Another question is whether any middle ground can be found by the two companies. At present it doesn't appear likely, as both sides dig in for what promises to be a lengthy war.

"The grandiose scorched earth strategies of embargoes and other tactics brought about by these suits seem unlikely to be upheld," said Chris Silva, industry analyst for mobile at the Altimeter Group. "(This) is an outcome that allows progress to resume in mobile technology and customers to get the best possible product. Anything short of that is a step backward for mobile tech that will have effects on technology for some time."

Innovation at Risk

Moreover, given that these two parties are going for an all-or-nothing strategy , could they be willing to risk a so-called nuclear option? And what does this mean for the future of mobile phone and tablet development?

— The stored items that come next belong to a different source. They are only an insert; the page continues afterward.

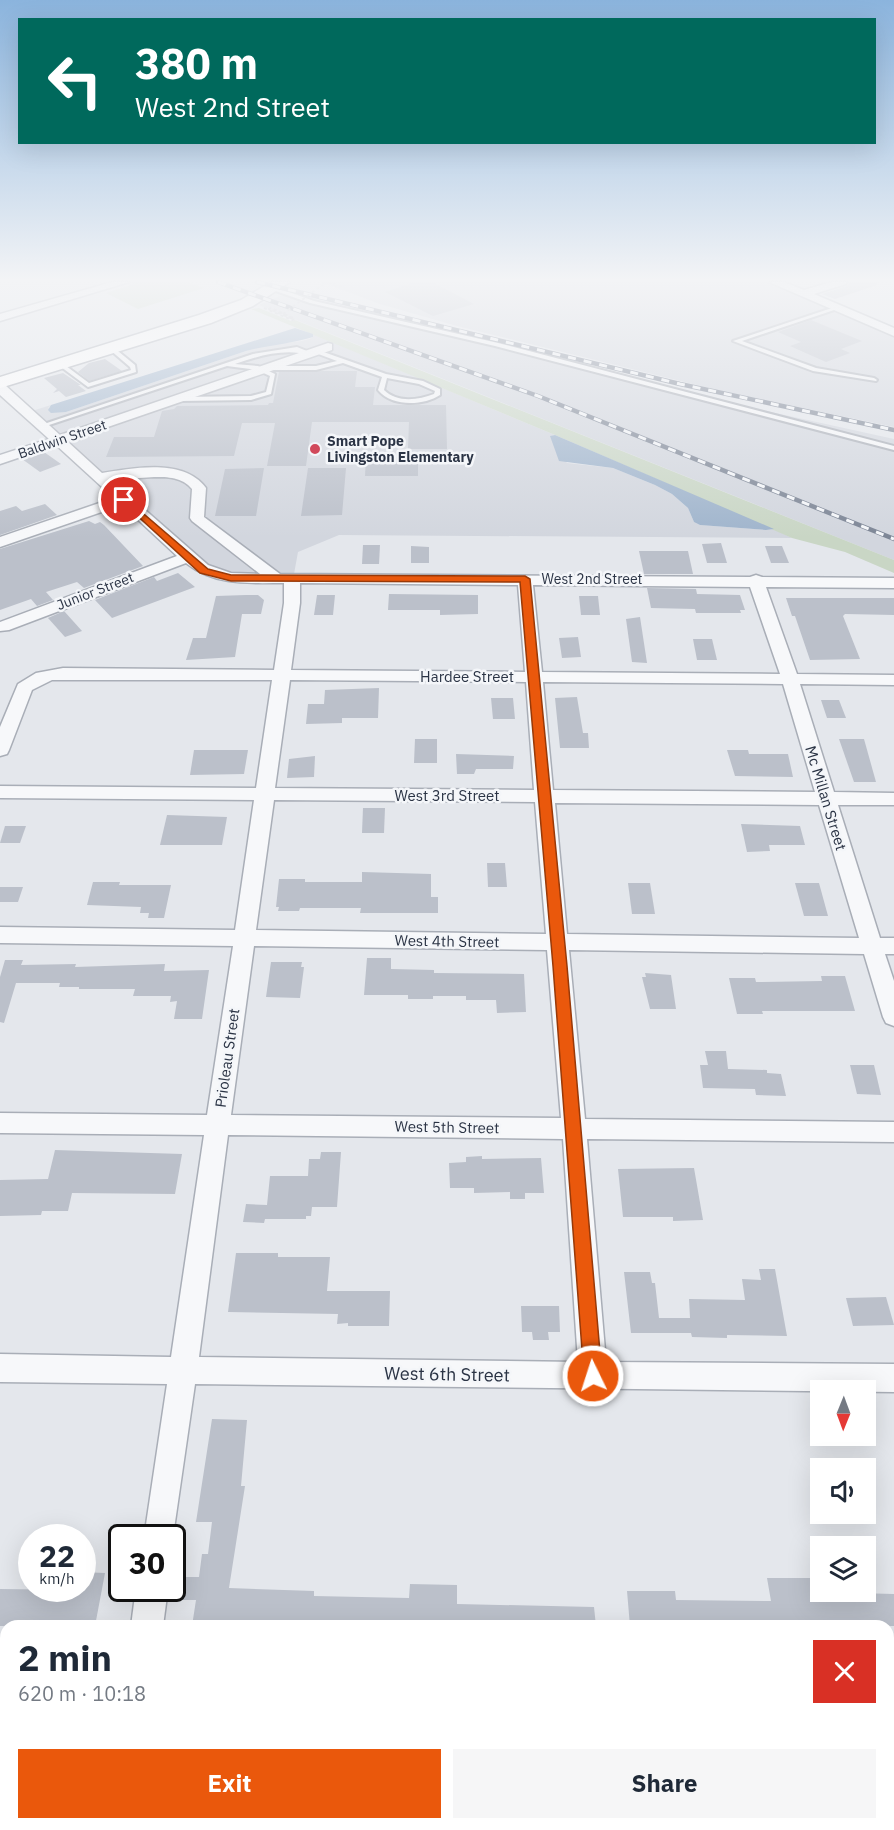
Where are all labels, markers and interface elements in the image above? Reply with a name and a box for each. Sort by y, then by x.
text: 380 m [135,36,258,91]
icon: left [36,42,114,120]
text: West 2nd Street [135,89,330,124]
street label: Baldwin Street [15,415,109,463]
place label: Smart Pope Livingston Elementary [327,432,474,466]
marker: Smart Pope Livingston Elementary [308,442,322,456]
pin [98,474,149,525]
icon: arrive [107,483,140,516]
street label: Junior Street [54,568,136,614]
street label: West 2nd Street [541,570,643,588]
street label: Hardee Street [420,667,514,686]
street label: Mc Millan Street [801,743,851,853]
street label: West 3rd Street [394,786,500,805]
street label: West 4th Street [394,931,500,951]
street label: Prioleau Street [211,1007,243,1109]
street label: West 5th Street [394,1117,500,1137]
position arrow [561,1344,625,1408]
street label: West 6th Street [384,1361,510,1387]
north arrow [810,1380,876,1446]
map controls [810,1380,876,1602]
button: sound [810,1458,876,1524]
speed limit sign: 30 [108,1524,186,1602]
text: 22 [39,1536,75,1575]
button: layers [810,1536,876,1602]
text: km/h [39,1569,75,1588]
text: 2 min [18,1634,112,1681]
button: close [813,1640,876,1703]
text: 620 m · 10:18 [18,1680,146,1707]
button: Exit [18,1749,441,1818]
button: Share [453,1749,876,1818]

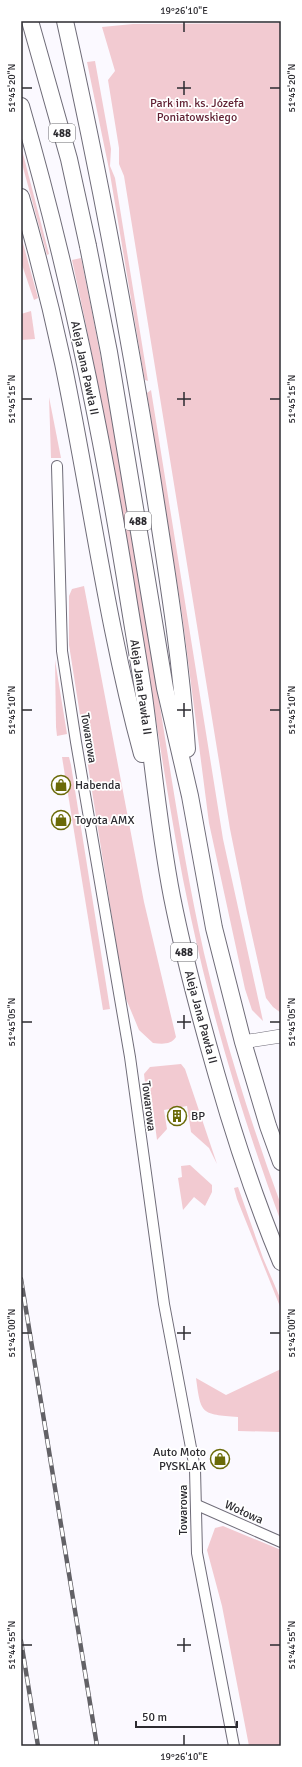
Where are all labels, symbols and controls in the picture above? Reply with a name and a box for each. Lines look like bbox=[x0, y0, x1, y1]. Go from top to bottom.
text: 19°26'10"E bbox=[160, 5, 208, 17]
text: 51°45'20"N bbox=[6, 64, 18, 112]
text: 51°45'20"N bbox=[286, 64, 298, 112]
park label: Park im. ks. Józefa Poniatowskiego bbox=[150, 96, 244, 125]
road number: 488 bbox=[49, 124, 75, 142]
street label: Aleja Jana Pawła II bbox=[67, 320, 102, 417]
text: 51°45'15"N bbox=[6, 375, 18, 423]
text: 51°45'15"N bbox=[286, 375, 298, 423]
road number: 488 bbox=[125, 512, 151, 530]
street label: Aleja Jana Pawła II bbox=[126, 638, 155, 736]
text: 51°45'10"N bbox=[6, 686, 18, 734]
text: 51°45'10"N bbox=[286, 686, 298, 734]
street label: Towarowa bbox=[77, 712, 100, 764]
shop icon: Habenda bbox=[50, 774, 72, 796]
place label: Habenda bbox=[75, 778, 121, 793]
shop icon: Toyota AMX bbox=[50, 809, 72, 831]
place label: Toyota AMX bbox=[75, 813, 135, 828]
road number: 488 bbox=[171, 943, 197, 961]
street label: Aleja Jana Pawła II bbox=[181, 969, 220, 1065]
text: 51°45'05"N bbox=[6, 998, 18, 1046]
text: 51°45'05"N bbox=[286, 998, 298, 1046]
street label: Towarowa bbox=[138, 1080, 159, 1132]
building icon: BP bbox=[166, 1105, 188, 1127]
place label: BP bbox=[191, 1109, 205, 1124]
text: 51°45'00"N bbox=[6, 1309, 18, 1357]
text: 51°45'00"N bbox=[286, 1309, 298, 1357]
place label: Auto Moto PYSKLAK bbox=[153, 1445, 206, 1474]
shop icon: Auto Moto PYSKLAK bbox=[209, 1448, 231, 1470]
street label: Towarowa bbox=[176, 1485, 191, 1535]
street label: Wołowa bbox=[222, 1497, 265, 1528]
text: 51°44'55"N bbox=[6, 1621, 18, 1669]
text: 51°44'55"N bbox=[286, 1621, 298, 1669]
scale bar bbox=[136, 1703, 237, 1729]
text: 50 m bbox=[142, 1710, 167, 1725]
text: 19°26'10"E bbox=[160, 1751, 208, 1763]

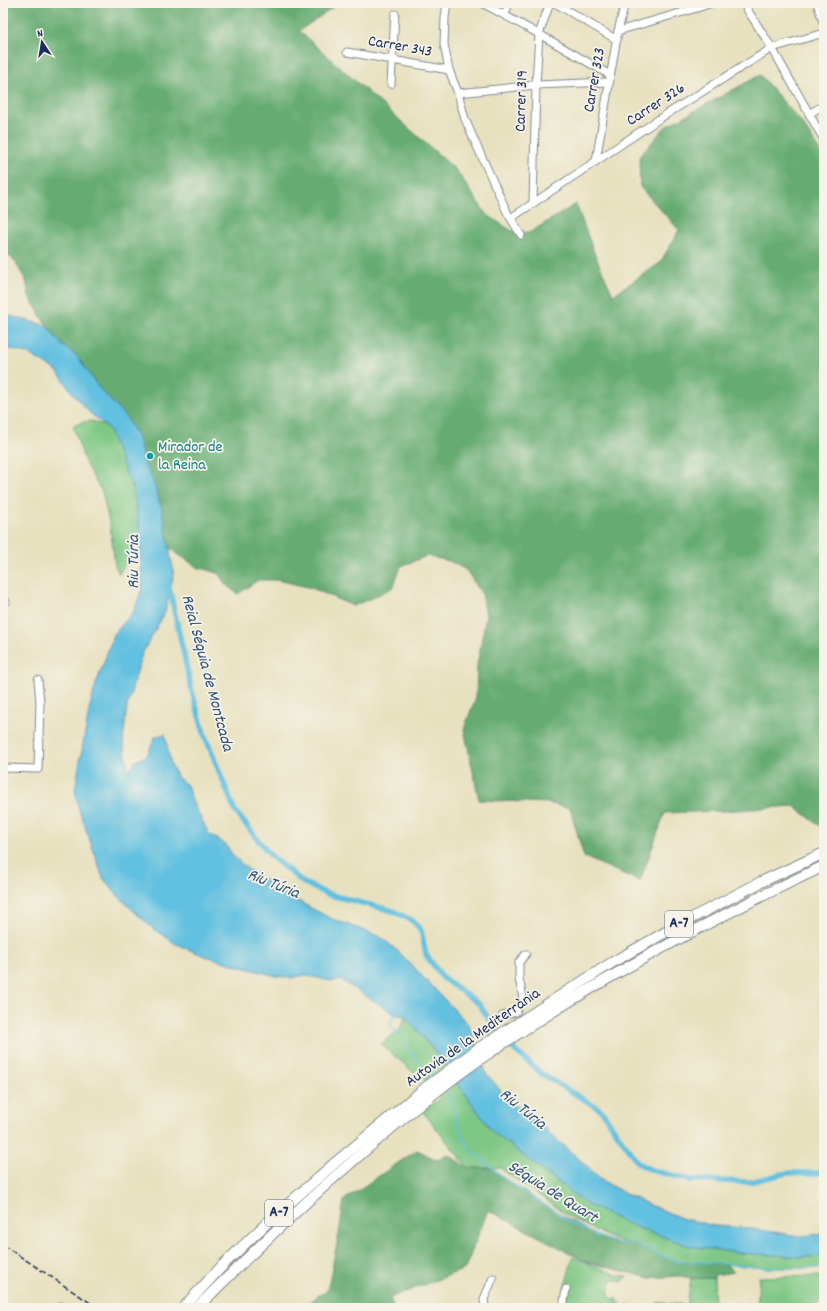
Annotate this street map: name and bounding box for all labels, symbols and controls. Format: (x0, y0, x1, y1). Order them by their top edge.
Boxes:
north arrow (22, 22, 62, 62)
text: N (36, 26, 45, 43)
street label: Carrer 343 (366, 30, 434, 64)
street label: Carrer 323 (578, 46, 612, 114)
street label: Carrer 319 (509, 70, 535, 132)
street label: Carrer 326 (622, 77, 690, 133)
place label: Mirador de la Reina (158, 436, 223, 477)
marker: Mirador de la Reina (145, 451, 155, 461)
water label: Riu Túria (123, 534, 147, 589)
water label: Reial Séquia de Montcada (174, 592, 239, 755)
water label: Riu Túria (243, 864, 304, 907)
road number: A-7 (665, 911, 693, 937)
street label: Autovia de la Mediterrània (401, 982, 546, 1093)
water label: Riu Túria (493, 1084, 551, 1137)
water label: Séquia de Quart (502, 1156, 603, 1231)
road number: A-7 (265, 1200, 293, 1226)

"The legal actions in question are a sideshow distracting players from how they'll build the next mobile experience," Silva told MacNewsWorld. "As more resources get caught up in legal battles, other competitors would be smart to fill the innovation void it leaves."

"This is reminiscent of the resource-intensive battles pitched by RIM, Suse and countless others in the past," he added. "Those cases were predicated on protecting existing technology, while others focused on business models and solutions that ultimately usurped these firms. When companies choose a courtroom over the free market to protect leadership, I'm forced to ask whether the plaintiff's better days of innovation aren't behind them."